Evaluierung von Fehlermetriken für Image Matting
Thesis by Pamela Rott
Supervision by Margrit Gelautz and Christoph Rhemann
Abstract
Image Matting aims to separate a foreground object from an arbitrary image, which is explained as a combination of foreground and background. The result of a matting procedure is an alpha matte, which defines the influence of foreground and background on every pixel. The variety of matting approaches creates results of different quality. To measure the visual quality of an alpha matte, one can use subjective and objective evaluation methods. The human viewer plays a decisive role, as the human eye uses criteria for evaluation which may be even more important than the pixel-wise difference to the reference image.
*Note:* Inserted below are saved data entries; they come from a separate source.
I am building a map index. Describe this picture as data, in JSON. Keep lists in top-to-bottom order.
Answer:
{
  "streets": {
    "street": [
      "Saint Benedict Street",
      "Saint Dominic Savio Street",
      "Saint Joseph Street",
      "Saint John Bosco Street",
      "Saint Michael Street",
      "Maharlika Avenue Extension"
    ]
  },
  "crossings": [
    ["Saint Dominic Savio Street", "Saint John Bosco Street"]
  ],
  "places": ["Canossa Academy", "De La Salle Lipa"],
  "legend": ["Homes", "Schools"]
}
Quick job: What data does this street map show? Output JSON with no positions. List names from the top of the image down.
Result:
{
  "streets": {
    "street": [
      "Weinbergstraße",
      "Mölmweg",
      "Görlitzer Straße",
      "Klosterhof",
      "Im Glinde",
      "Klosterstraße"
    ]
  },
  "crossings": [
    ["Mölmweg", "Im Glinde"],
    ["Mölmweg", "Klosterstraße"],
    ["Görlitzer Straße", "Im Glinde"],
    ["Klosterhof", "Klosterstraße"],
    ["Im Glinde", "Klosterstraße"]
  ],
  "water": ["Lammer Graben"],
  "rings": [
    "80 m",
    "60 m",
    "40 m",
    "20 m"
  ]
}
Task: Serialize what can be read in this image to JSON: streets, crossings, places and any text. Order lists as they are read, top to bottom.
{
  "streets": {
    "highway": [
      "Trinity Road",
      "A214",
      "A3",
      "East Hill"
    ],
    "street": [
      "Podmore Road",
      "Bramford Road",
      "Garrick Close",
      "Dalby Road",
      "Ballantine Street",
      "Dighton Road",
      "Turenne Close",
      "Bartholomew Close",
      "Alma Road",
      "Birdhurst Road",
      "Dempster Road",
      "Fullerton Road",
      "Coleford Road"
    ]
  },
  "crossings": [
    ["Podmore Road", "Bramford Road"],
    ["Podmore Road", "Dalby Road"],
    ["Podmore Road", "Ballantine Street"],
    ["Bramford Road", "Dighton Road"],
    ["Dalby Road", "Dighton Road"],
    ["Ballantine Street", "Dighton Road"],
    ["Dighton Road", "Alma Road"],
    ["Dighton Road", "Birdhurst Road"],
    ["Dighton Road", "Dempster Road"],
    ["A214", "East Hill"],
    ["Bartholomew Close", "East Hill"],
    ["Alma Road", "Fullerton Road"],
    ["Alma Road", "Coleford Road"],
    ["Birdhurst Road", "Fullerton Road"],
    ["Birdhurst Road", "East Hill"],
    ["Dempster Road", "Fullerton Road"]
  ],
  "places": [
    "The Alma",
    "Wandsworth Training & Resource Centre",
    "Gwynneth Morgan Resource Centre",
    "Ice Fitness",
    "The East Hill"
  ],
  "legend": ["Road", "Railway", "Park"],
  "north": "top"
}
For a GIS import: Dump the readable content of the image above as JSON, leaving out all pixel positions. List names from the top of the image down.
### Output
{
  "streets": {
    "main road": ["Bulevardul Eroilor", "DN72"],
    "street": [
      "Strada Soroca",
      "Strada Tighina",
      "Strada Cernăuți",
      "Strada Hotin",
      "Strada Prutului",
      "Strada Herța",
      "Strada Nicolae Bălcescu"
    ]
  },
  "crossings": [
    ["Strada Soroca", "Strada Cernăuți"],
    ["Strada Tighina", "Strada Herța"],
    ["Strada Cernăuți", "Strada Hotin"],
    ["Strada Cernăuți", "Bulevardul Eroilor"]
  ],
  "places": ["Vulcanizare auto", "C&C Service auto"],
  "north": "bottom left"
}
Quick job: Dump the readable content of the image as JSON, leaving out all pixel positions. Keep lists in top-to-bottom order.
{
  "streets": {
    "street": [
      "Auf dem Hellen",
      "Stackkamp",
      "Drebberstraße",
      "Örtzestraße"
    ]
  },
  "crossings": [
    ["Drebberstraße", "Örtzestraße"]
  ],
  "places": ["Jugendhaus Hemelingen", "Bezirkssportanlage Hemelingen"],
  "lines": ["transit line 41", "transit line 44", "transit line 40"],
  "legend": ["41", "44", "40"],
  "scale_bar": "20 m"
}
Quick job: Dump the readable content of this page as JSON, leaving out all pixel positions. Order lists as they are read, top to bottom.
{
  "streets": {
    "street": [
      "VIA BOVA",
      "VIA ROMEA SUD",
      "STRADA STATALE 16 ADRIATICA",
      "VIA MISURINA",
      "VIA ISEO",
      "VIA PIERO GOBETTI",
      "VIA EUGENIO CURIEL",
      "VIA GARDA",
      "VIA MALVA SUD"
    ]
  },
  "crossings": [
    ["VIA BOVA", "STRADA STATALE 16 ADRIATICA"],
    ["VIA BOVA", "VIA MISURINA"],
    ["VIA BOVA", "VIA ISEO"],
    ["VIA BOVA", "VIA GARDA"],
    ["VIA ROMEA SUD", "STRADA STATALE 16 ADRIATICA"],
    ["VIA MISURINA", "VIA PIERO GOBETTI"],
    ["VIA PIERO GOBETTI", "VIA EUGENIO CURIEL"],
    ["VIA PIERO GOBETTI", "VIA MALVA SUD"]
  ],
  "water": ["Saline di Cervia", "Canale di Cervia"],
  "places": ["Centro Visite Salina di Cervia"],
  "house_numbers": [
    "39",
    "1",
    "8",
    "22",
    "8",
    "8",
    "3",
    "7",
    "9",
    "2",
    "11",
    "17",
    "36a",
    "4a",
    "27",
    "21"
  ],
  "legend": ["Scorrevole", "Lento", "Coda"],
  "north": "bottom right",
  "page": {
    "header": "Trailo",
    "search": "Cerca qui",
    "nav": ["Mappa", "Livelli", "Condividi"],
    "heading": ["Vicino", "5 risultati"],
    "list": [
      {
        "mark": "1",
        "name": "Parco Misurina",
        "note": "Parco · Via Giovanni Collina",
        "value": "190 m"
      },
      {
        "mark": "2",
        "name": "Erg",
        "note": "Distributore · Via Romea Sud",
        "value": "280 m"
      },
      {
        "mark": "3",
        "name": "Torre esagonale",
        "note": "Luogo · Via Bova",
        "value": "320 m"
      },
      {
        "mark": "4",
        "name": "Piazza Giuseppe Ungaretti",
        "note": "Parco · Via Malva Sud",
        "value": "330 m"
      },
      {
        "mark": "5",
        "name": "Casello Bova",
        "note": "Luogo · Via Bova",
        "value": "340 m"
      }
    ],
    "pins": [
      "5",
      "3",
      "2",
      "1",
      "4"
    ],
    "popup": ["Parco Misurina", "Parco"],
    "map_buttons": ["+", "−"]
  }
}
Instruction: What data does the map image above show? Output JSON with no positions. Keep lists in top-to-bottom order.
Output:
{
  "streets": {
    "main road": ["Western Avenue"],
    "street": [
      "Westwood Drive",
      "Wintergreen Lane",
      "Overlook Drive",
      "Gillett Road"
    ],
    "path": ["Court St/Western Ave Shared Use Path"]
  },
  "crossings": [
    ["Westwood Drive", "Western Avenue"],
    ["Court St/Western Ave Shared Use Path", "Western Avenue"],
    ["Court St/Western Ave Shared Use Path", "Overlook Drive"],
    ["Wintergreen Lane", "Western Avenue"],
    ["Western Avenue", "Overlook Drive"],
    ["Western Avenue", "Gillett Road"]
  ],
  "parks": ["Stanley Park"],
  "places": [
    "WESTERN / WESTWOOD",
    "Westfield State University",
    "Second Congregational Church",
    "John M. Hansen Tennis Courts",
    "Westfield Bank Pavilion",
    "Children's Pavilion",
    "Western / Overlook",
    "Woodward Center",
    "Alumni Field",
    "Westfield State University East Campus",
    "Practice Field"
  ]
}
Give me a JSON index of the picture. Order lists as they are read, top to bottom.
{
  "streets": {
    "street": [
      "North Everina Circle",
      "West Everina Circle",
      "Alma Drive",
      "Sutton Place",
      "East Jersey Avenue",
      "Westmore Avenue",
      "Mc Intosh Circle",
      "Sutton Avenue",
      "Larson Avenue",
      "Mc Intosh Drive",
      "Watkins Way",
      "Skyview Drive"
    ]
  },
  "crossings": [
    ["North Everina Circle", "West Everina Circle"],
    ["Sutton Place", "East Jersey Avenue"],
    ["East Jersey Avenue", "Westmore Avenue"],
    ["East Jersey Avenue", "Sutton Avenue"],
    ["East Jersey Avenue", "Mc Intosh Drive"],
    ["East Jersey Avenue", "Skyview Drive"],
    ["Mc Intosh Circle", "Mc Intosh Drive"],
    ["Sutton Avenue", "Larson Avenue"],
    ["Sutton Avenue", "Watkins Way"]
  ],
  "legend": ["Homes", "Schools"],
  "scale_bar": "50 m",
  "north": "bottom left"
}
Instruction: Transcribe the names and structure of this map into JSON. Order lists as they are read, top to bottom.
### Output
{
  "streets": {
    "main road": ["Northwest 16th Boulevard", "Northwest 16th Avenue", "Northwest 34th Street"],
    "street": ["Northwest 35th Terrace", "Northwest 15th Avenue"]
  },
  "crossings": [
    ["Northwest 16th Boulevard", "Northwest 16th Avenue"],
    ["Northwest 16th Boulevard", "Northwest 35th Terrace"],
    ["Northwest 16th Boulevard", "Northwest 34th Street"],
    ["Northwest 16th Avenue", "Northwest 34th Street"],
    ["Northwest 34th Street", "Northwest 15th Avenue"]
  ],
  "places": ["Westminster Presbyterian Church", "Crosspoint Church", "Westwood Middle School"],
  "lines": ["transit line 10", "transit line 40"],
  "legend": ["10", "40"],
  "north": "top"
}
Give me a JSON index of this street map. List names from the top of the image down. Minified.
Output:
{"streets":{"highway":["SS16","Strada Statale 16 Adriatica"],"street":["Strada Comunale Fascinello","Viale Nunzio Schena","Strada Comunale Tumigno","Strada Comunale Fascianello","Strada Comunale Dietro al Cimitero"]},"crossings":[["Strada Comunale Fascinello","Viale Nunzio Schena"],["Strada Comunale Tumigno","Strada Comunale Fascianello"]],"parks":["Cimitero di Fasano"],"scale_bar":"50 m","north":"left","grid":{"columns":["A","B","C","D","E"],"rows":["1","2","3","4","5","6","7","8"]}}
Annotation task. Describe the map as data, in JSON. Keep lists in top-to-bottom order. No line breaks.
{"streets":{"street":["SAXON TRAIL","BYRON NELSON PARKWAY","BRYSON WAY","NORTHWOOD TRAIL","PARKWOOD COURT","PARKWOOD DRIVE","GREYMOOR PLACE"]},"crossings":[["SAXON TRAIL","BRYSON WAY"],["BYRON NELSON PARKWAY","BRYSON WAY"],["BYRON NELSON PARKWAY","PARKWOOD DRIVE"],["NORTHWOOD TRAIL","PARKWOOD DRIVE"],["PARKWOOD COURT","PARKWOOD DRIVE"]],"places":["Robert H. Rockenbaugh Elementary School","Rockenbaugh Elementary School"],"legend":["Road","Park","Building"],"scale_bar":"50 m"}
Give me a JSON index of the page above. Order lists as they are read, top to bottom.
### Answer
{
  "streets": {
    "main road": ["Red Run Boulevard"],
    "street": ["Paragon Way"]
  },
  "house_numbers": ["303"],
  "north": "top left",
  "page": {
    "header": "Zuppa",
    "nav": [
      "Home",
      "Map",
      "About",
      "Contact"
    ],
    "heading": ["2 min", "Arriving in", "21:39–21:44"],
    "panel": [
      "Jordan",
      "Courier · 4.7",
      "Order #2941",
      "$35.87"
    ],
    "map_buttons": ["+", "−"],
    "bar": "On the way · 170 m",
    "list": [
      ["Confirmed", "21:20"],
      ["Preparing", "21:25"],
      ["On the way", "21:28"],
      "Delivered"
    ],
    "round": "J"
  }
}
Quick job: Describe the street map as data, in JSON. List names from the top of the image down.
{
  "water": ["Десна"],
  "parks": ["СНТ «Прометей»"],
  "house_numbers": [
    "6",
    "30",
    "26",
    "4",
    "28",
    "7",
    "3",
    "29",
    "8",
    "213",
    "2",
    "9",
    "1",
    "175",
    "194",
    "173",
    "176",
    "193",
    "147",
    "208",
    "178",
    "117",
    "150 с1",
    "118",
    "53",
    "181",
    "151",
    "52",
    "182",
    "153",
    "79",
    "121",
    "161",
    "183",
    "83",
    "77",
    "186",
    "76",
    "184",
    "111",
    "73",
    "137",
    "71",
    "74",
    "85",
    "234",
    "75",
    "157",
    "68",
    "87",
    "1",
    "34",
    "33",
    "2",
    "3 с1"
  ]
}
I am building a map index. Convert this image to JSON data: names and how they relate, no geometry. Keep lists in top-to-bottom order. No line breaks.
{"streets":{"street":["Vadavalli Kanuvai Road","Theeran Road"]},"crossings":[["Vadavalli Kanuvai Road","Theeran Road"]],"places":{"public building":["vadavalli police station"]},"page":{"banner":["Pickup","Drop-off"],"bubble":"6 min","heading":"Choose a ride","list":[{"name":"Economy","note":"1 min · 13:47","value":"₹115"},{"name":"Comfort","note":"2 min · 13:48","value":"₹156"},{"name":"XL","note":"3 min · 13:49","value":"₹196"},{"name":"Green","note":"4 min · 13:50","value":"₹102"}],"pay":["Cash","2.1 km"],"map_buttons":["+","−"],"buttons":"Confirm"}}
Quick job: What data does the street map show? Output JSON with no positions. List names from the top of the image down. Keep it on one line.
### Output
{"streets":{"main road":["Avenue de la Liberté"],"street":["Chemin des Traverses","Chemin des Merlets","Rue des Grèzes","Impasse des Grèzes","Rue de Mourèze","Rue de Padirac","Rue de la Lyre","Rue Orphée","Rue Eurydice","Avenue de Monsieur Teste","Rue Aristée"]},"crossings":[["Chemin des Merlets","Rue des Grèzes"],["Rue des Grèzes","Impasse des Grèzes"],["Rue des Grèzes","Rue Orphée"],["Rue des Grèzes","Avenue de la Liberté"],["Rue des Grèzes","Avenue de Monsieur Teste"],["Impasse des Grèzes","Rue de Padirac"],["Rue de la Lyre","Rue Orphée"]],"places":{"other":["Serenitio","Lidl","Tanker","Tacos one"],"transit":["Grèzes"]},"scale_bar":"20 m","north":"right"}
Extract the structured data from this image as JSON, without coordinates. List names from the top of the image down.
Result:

Subjective evaluations in the course of user studies are very time-consuming, thus automated calculations are necessary. These calculations will succeed, if they correlate with human perception. This motivates the use of methods that take the human visual system into account. In this work, a user study and automated calculations are conducted to infer the visual quality of matting results in the presence of three different classes of artefacts. These classes are spatial connectivity, gradient and possibly arising artefacts in foreground and background. Afterwards the results of study subjects and automated calculations are compared. The evaluation of the study has shown that objects with high connectivity and low gradient are classified as of high visual quality by experimentees. Traditionally used pixel-wise error measures do not correlate well with the visual quality as perceived by the study subjects. The assumption that artefacts in the background have a worse effect than those in the foreground, could not be confirmed by study subjects of the current study.
Reference
P. Rott: "Evaluierung von Fehlermetriken für Image Matting"; Supervisor: M. Gelautz, C. Rhemann; Institute for Software Technology and Interactive Systems, 2008.